C’est presque un parcours initiatique que nous raconte ici l’autrice en nous relatant – sur plus de 60 ans – l’histoire de Jérôme, le petit gars de la Gaspésie qui se fait prêtre, un peu parce que ça l’intéresse et beaucoup pour faire la fierté de ses parents et ne pas décevoir son curé.
Devenu curé lui-même, il déchantera devant ses multiples responsabilités, qui ne correspondent pas à sa personnalité. Et c’est ainsi qu’au mitan de la vie, il décide d’écouter davantage ses prédispositions intellectuelles en s’inscrivant à l’université.
Sauf que la Faculté de théologie de l’Université de Montréal des années 1990, ce n’est pas le Grand Séminaire des années 1970… On y étudie le « Jésus historique », souvent au mépris des dogmes empoussiérés. D’où divers coups de boutoir dans la foi du prêtre, par ailleurs déjà ébranlée. Précisons par exemple que l’appel de la chair aura fait son œuvre entre-temps, notamment avec deux femmes avec qui il se sera permis des idylles rassérénantes. Sans remords, car la chasteté est une lubie de l’Église. « La pulsion sexuelle est d’une force telle que la réprimer de façon catégorique et sans concession – surtout pour un homme – risque de causer plus de tort que de bien à celui qui tente de l’étouffer. »
Dans ce roman qui se lit d’une traite malgré un style plutôt convenu, Odette Mainville dépeint de touchants déchirements tout en livrant diverses réflexions théologiques ancrées dans la sensibilité contemporaine.
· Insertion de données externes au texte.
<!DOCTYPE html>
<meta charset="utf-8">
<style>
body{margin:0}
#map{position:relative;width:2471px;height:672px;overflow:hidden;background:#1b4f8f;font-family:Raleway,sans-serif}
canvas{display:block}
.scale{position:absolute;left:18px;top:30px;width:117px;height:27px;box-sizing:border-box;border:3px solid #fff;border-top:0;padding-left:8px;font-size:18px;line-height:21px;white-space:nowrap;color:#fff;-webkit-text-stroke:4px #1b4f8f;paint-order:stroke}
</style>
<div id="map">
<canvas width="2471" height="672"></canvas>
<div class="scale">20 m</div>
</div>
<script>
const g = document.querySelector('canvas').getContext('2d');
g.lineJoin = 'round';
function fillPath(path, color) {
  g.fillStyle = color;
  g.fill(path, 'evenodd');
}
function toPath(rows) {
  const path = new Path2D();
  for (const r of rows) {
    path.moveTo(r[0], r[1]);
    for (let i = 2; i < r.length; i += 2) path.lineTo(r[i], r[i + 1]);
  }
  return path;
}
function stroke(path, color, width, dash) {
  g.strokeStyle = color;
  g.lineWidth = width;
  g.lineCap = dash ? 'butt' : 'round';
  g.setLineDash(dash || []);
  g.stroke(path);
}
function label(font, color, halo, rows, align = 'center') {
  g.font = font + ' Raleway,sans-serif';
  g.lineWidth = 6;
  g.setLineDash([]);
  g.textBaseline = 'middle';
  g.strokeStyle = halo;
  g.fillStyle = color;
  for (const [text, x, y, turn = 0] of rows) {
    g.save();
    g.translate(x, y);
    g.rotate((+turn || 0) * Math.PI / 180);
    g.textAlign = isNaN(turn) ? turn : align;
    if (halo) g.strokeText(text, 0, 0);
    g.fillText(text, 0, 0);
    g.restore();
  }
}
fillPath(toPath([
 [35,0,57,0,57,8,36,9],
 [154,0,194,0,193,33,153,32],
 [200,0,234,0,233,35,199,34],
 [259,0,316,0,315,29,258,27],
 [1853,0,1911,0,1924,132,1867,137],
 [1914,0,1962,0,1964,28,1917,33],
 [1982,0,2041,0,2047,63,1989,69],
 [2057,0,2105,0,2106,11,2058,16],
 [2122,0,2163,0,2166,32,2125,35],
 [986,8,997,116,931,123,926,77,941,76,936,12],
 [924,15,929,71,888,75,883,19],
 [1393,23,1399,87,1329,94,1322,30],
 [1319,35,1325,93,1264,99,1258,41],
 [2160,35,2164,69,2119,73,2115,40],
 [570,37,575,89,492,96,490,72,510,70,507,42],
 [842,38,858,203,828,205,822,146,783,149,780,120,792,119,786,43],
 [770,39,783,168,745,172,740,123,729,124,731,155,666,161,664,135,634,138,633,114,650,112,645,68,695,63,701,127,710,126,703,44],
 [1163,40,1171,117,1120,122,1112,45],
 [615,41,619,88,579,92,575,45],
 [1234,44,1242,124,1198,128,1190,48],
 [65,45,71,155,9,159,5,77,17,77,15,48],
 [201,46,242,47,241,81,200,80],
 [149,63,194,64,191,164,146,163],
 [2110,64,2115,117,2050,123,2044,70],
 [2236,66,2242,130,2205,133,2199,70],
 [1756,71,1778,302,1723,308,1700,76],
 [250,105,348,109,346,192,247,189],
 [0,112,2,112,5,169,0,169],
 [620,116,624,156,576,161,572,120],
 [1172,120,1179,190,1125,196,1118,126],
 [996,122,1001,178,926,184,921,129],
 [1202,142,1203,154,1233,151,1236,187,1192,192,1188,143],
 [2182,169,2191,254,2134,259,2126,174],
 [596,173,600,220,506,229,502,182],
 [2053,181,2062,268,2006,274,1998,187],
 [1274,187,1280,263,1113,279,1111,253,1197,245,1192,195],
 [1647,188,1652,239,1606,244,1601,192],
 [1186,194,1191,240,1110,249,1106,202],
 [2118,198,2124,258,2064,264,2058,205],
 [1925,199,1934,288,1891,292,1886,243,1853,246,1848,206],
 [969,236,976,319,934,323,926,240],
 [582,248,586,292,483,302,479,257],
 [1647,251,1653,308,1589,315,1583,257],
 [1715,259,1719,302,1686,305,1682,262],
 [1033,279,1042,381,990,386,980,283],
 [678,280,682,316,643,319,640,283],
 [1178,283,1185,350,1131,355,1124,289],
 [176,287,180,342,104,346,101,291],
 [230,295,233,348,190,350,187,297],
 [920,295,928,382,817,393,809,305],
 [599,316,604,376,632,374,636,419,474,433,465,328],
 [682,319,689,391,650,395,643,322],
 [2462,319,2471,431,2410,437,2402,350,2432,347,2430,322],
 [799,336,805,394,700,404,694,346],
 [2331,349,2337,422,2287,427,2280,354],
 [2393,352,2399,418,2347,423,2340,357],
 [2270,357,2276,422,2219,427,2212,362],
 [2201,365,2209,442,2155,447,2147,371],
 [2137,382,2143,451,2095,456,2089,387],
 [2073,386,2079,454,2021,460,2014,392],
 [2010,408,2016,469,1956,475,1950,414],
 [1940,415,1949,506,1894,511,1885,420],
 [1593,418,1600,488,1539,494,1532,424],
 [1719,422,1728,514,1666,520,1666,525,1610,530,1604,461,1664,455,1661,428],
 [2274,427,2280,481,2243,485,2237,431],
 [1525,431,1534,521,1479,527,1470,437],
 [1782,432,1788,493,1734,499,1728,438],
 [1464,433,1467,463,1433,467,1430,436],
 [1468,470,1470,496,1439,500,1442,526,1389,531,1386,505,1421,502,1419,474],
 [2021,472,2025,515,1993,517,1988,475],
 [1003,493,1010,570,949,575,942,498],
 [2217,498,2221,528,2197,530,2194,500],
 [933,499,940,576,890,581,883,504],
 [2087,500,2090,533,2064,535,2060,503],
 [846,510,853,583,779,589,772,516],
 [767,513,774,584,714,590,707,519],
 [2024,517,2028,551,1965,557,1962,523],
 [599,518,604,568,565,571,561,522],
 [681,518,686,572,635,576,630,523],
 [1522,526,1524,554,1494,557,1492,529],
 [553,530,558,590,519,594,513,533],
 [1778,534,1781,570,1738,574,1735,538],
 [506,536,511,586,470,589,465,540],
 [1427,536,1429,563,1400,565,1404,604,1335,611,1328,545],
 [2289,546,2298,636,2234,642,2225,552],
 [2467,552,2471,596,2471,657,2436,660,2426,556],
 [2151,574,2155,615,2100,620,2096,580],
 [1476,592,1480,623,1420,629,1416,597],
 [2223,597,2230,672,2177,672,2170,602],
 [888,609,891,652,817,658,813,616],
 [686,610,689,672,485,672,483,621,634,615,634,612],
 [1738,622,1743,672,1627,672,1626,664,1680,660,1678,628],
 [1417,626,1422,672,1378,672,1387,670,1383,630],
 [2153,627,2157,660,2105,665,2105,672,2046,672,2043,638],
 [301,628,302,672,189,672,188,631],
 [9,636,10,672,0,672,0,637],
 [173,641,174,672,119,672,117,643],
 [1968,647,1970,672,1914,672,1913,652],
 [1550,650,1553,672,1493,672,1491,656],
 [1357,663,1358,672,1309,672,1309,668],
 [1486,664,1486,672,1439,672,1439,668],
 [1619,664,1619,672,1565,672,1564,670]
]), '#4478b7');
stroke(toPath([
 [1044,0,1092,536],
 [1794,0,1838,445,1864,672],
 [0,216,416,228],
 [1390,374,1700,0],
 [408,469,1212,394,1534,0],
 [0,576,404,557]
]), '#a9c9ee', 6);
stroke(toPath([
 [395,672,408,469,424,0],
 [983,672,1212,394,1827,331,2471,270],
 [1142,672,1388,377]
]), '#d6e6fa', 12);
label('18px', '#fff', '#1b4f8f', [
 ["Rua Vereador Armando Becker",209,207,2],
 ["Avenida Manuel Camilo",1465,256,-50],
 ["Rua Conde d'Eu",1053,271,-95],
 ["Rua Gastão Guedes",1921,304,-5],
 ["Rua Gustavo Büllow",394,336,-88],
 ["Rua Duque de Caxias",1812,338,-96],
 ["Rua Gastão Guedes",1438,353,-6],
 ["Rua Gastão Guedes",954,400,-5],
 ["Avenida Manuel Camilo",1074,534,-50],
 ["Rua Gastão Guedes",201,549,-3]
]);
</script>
Avec au bout du compte cette question troublante : serait-il possible que l’Église ait trahi son fondateur ? « L’Église a rétabli un système analogue à celui que Jésus a décrié avec véhémence. » Tant et si bien qu’au soir de sa vie, Jérôme se voit confronté à un dilemme qu’il n’aurait jamais pu imaginer du temps de ses primes études : choisir entre l’Église et Jésus.
On aura compris que cette charge contre l’Église n’en est pas une contre le christianisme. Au contraire : l’autrice, elle-même théologienne, illustre habilement comment la spiritualité chrétienne peut être encore pertinente, notamment dans ce passage où une des agentes de pastorale relate comment elle a amené un vieux déplaisant à l’hospice à « se confesser ». En fait, n’étant pas prêtre, elle n’est pas habilitée à donner l’absolution. Elle commence simplement par écouter avec empathie le vieux grincheux que personne ne peut supporter, puis elle l’invite doucement à s’ouvrir en lui manifestant une présence sincère qui amène le moribond à raconter, à reconnaître et à regretter tout naturellement les nombreux mauvais coups de sa vie, puis à passer à l’acte difficile d’accepter d’être pardonné pour enfin mourir en paix. Résultat : exit le mot « confession », mais resurrexit le sens profond de cette démarche.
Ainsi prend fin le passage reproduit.